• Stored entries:
--- START ---
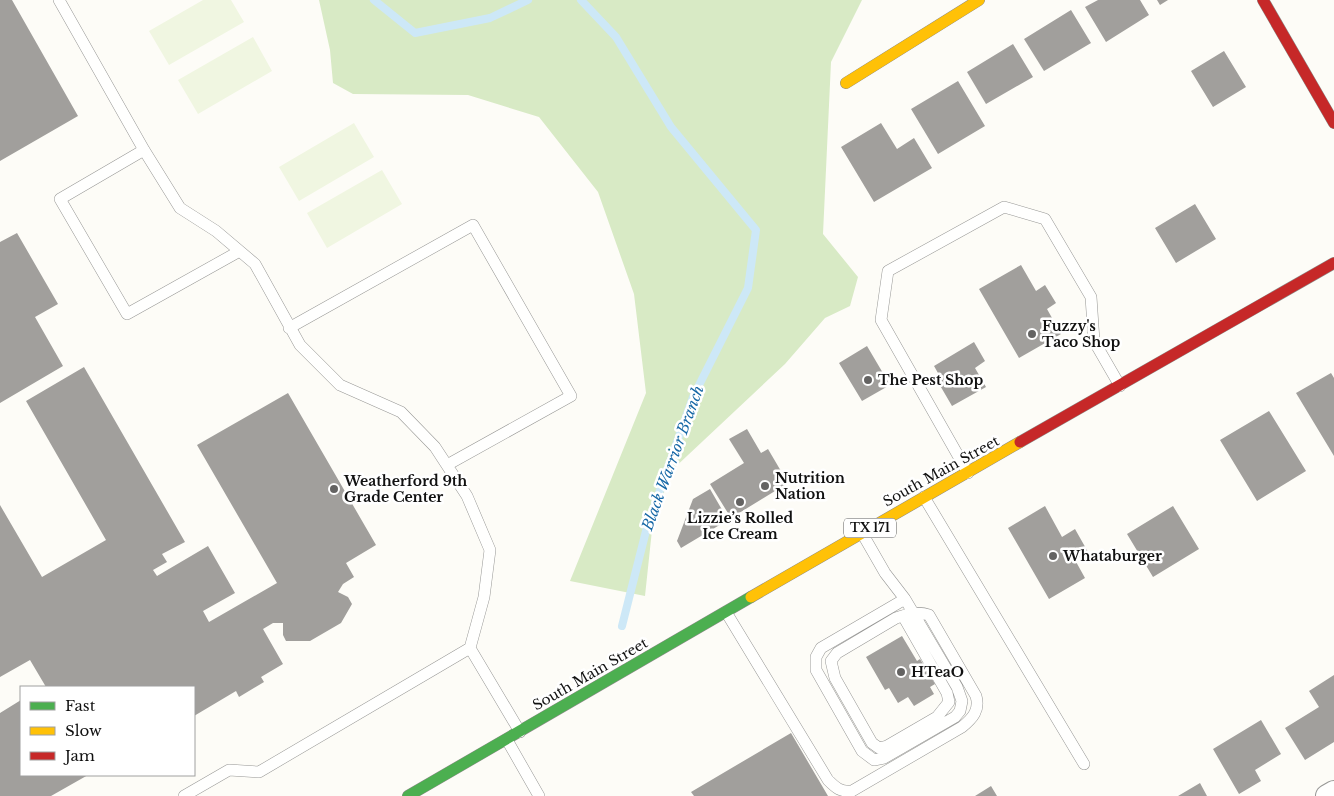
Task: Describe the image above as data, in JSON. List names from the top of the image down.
{
  "streets": {
    "main road": ["South Main Street", "TX 171"]
  },
  "water": ["Black Warrior Branch"],
  "places": [
    "Fuzzy's Taco Shop",
    "The Pest Shop",
    "Nutrition Nation",
    "Weatherford 9th Grade Center",
    "Lizzie’s Rolled Ice Cream",
    "Whataburger",
    "HTeaO"
  ],
  "legend": ["Fast", "Slow", "Jam"]
}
--- END ---
• Work to complete: None of the pictures should be copied, but every record above must be returned exactly.

• Exercise result:
Task: Describe the image above as data, in JSON. List names from the top of the image down.
{
  "streets": {
    "main road": ["South Main Street", "TX 171"]
  },
  "water": ["Black Warrior Branch"],
  "places": [
    "Fuzzy's Taco Shop",
    "The Pest Shop",
    "Nutrition Nation",
    "Weatherford 9th Grade Center",
    "Lizzie’s Rolled Ice Cream",
    "Whataburger",
    "HTeaO"
  ],
  "legend": ["Fast", "Slow", "Jam"]
}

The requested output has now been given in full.